I’ve also been reminded that sometimes when you share these things with someone, you can help them feel like they are not alone. 

And that’s one of the things that I’m hoping to accomplish by sharing this honest look at last year. Maybe you feel cracked, too. Or maybe you know someone who has been struggling and dropping a lot of balls and you don’t know why, and maybe they’ve got more going on than you can see.

I haven’t picked a word for this year like I usually do. I couldn’t even gather my thoughts on it, and the only words I could think of at first were things like “broken,” “fragile,” and “undone.” Those aren’t good words for the year, and I didn’t feel pressed to find one.
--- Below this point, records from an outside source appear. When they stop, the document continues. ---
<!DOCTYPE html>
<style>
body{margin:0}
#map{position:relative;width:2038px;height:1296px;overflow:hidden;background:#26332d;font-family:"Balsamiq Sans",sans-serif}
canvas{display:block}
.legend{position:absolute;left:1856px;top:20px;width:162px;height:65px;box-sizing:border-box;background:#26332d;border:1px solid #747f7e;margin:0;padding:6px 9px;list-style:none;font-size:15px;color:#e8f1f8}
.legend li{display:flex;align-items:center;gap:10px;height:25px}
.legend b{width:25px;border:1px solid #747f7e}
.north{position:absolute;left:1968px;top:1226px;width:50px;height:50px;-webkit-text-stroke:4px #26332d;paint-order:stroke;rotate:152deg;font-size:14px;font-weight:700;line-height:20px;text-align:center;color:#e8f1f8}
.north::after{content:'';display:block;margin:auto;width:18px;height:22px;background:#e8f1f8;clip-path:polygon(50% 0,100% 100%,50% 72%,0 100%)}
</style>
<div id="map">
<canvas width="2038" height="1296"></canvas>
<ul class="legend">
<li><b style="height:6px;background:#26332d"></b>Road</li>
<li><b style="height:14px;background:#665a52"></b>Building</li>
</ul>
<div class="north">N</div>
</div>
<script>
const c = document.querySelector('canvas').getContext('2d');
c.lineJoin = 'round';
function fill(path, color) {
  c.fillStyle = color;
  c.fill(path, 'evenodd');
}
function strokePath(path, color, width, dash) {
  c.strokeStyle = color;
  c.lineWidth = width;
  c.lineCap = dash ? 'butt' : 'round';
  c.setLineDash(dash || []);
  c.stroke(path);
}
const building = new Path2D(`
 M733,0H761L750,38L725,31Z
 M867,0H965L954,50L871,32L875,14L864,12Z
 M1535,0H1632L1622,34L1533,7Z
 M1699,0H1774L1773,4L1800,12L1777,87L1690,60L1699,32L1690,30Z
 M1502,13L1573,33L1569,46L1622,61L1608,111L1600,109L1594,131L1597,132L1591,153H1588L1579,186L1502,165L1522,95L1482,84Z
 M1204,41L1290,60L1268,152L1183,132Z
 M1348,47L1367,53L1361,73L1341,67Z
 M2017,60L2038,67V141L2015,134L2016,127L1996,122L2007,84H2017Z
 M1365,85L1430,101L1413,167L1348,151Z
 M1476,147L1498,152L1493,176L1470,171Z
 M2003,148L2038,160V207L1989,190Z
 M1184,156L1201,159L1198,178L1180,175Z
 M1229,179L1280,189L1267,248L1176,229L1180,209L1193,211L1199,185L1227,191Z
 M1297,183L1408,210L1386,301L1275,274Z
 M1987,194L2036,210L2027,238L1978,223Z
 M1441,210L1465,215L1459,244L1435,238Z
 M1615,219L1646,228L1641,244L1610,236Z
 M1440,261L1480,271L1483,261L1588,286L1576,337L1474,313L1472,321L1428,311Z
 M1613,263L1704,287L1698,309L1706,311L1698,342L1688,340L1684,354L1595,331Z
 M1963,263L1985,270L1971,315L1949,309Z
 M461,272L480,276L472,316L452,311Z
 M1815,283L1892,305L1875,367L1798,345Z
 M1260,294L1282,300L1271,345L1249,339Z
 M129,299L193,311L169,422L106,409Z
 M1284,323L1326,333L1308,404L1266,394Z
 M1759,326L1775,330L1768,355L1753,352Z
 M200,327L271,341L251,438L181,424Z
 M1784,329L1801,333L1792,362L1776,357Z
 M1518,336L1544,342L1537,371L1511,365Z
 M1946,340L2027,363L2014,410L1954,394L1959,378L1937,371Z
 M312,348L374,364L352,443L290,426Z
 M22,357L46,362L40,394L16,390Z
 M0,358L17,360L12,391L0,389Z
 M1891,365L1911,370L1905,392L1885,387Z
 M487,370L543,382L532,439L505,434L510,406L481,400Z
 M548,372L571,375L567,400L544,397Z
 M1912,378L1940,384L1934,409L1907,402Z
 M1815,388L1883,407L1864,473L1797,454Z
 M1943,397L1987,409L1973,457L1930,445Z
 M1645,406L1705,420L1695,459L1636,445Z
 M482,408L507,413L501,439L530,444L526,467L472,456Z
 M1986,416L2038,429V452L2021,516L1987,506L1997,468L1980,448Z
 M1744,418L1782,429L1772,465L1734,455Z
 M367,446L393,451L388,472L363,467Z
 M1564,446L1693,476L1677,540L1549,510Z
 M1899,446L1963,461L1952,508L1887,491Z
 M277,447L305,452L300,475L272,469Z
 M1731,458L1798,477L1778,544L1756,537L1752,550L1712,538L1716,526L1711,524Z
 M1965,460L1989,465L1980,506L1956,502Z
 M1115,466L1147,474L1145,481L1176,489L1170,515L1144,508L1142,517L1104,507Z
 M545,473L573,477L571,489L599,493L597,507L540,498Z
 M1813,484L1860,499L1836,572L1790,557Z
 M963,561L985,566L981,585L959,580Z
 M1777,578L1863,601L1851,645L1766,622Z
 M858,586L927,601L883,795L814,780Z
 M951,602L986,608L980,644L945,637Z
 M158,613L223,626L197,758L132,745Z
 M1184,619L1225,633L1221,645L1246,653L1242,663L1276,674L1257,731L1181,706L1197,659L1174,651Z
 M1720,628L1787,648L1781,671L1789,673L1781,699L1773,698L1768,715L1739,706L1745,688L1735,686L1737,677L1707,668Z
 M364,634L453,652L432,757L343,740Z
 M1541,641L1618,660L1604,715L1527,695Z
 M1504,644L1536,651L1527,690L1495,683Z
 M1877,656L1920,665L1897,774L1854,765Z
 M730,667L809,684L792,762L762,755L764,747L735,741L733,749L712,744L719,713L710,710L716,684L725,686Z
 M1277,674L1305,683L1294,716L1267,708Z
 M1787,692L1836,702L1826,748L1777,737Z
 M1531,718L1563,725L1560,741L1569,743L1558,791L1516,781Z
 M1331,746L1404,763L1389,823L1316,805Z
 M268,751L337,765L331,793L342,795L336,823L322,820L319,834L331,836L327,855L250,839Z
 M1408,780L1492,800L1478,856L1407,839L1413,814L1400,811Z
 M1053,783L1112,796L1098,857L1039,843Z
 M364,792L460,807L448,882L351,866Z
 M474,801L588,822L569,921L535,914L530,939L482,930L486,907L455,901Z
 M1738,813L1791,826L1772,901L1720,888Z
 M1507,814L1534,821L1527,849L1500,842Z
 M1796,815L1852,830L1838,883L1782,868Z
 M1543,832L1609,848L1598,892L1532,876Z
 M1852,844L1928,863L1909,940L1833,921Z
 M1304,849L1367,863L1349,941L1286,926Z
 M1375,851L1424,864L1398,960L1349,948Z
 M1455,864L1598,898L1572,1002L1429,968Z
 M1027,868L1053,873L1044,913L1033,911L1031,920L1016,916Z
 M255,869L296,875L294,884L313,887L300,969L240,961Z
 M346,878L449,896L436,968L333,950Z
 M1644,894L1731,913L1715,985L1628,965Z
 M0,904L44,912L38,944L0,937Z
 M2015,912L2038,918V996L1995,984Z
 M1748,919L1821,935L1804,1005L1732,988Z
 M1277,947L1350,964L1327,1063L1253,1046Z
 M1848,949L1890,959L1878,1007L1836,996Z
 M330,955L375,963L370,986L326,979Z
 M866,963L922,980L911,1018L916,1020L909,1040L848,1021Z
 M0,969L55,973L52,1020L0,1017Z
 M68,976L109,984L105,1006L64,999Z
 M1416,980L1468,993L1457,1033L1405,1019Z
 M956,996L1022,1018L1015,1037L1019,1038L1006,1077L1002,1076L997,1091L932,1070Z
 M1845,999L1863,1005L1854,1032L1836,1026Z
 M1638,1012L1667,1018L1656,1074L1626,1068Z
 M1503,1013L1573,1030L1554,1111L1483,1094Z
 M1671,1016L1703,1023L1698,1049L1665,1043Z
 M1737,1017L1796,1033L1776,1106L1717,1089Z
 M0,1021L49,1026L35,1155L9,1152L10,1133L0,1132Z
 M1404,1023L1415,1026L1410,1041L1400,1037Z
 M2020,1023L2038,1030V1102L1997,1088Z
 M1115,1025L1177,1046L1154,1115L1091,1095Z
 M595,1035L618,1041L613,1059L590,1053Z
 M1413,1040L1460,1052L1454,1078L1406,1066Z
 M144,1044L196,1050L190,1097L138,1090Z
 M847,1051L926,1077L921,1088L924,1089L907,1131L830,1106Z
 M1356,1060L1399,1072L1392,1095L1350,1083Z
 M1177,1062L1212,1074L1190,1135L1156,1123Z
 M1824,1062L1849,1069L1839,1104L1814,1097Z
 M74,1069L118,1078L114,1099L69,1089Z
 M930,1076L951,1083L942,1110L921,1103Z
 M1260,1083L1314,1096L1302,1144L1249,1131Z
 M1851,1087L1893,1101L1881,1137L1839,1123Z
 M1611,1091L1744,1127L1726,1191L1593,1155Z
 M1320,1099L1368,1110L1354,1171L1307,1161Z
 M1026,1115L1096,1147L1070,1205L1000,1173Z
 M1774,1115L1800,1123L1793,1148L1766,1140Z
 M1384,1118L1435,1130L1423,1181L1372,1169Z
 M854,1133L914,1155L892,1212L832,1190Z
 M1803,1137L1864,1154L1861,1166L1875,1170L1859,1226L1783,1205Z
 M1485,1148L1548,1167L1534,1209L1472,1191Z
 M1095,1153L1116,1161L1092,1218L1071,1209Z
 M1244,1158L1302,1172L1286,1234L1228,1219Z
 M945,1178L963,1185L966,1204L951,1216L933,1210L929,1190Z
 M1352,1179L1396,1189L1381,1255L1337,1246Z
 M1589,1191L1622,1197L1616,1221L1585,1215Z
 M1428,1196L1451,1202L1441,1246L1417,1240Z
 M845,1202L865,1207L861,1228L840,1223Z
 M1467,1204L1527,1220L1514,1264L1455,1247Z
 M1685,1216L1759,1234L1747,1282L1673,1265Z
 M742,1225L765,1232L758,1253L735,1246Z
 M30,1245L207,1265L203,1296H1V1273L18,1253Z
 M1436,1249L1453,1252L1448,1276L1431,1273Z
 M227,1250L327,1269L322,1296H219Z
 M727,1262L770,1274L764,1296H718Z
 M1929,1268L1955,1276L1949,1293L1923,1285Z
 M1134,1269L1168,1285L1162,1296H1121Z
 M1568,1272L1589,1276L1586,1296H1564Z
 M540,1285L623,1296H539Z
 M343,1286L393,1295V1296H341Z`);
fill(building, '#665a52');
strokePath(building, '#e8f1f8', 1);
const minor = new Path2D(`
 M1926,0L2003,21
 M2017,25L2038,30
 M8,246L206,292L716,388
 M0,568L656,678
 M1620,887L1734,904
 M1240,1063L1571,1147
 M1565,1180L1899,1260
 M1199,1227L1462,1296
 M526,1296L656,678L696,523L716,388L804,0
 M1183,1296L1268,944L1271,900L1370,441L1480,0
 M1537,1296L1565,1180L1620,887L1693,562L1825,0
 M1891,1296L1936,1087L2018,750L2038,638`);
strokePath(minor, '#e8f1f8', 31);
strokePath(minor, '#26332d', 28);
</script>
And as the days of January continued to turn by and I continued in my course of action for the new year, I began to pray for “healing,” for “restoration,” and to be “held.” And all of these do feel like good possible words for the new year. These are at least on the right track.

All I know is that over the past couple of years, the more I have buckled down and focused on myself, trying to be more structured for the year, or more self-controlled, or more disciplined, trying to be more focused on God, or more diligent in prayer, or more available to serve, and basically trying to control my circumstances more,. . . the “worse” things have gotten.

And while there’s nothing wrong with a good planner, a good schedule, or a good budget, this FROG in this pot has to stop and address the situation going on OUTSIDE the pot. All the controlling-the-situation-inside-the-pot in the world doesn’t address the problem. And I’ve been so busy rearranging my pot, you know? “Maybe a little more here, maybe a little less there.” And I feel increasingly under-the-pressure.

So I’m thinking that this year, I don’t *need* a focus word for my “pot,” you know? Maybe what I need this year is to rest in God more, to rely on God more, to be held by Him more, to yield to His grace, His healing, His restoration. Maybe I don’t need to ask God, “make me more this, or less that,” but simply to ask God to hold me and lead me through this process, asking HIM to turn down the heat and the pressure instead of trying to do it myself, and asking Him to then show me what I should or should not be rearranging, removing, or adding.

I am a cracked plate. A broken vessel. An overheated frog. <– Sometimes you just have to own up to the truth of your situation.

But by God’s grace, I’m going to be okay. I’m proceeding with caution in 2017. I don’t want to take on too much. And all the while, I’m just laying it all down at Jesus’ feet. Lead me, Lord.